TRY IT
Filter the records below, keeping only lines with the string "down".

INFORMATION PROVIDED
::::::

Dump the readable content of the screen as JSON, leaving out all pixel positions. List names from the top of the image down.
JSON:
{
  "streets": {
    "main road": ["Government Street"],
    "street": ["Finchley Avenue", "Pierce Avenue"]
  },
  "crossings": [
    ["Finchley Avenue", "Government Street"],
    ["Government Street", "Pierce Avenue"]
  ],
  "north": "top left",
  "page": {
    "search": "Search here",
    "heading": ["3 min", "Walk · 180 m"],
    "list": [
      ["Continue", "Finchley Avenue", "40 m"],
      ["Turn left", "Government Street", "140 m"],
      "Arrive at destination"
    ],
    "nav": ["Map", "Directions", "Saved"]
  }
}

::::::

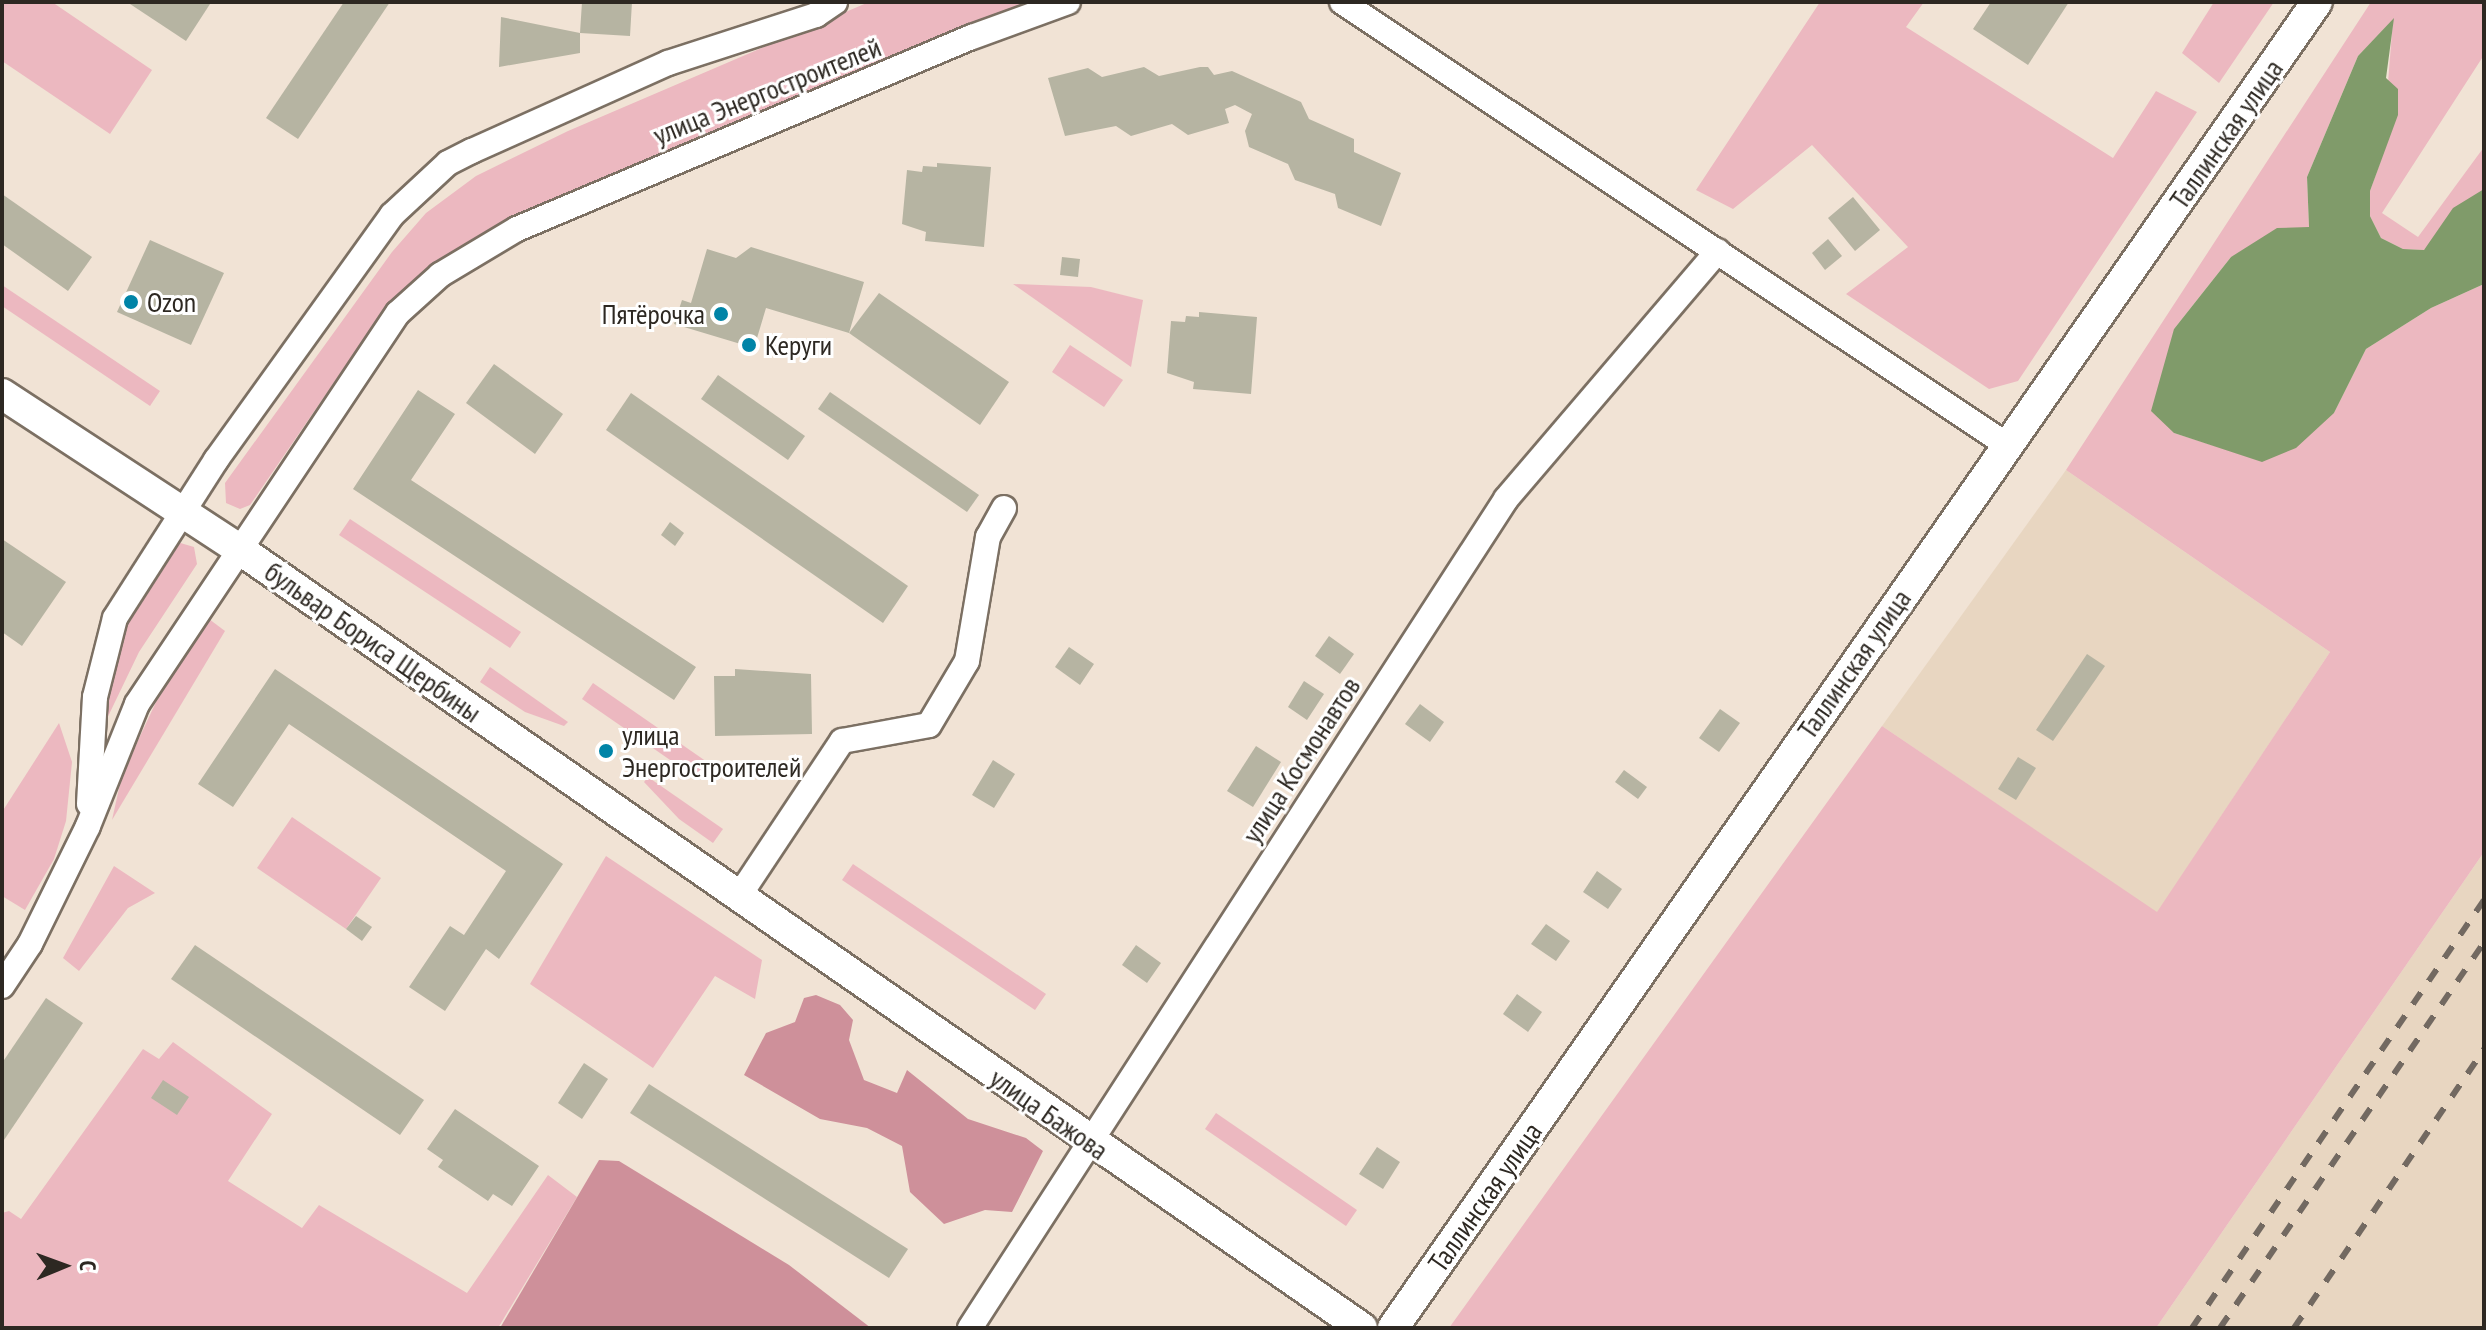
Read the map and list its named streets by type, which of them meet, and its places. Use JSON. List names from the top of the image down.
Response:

::::::

SOLVED PROBLEM
Dump the readable content of the screen as JSON, leaving out all pixel positions. List names from the top of the image down.
Read the map and list its named streets by type, which of them meet, and its places. Use JSON. List names from the top of the image down.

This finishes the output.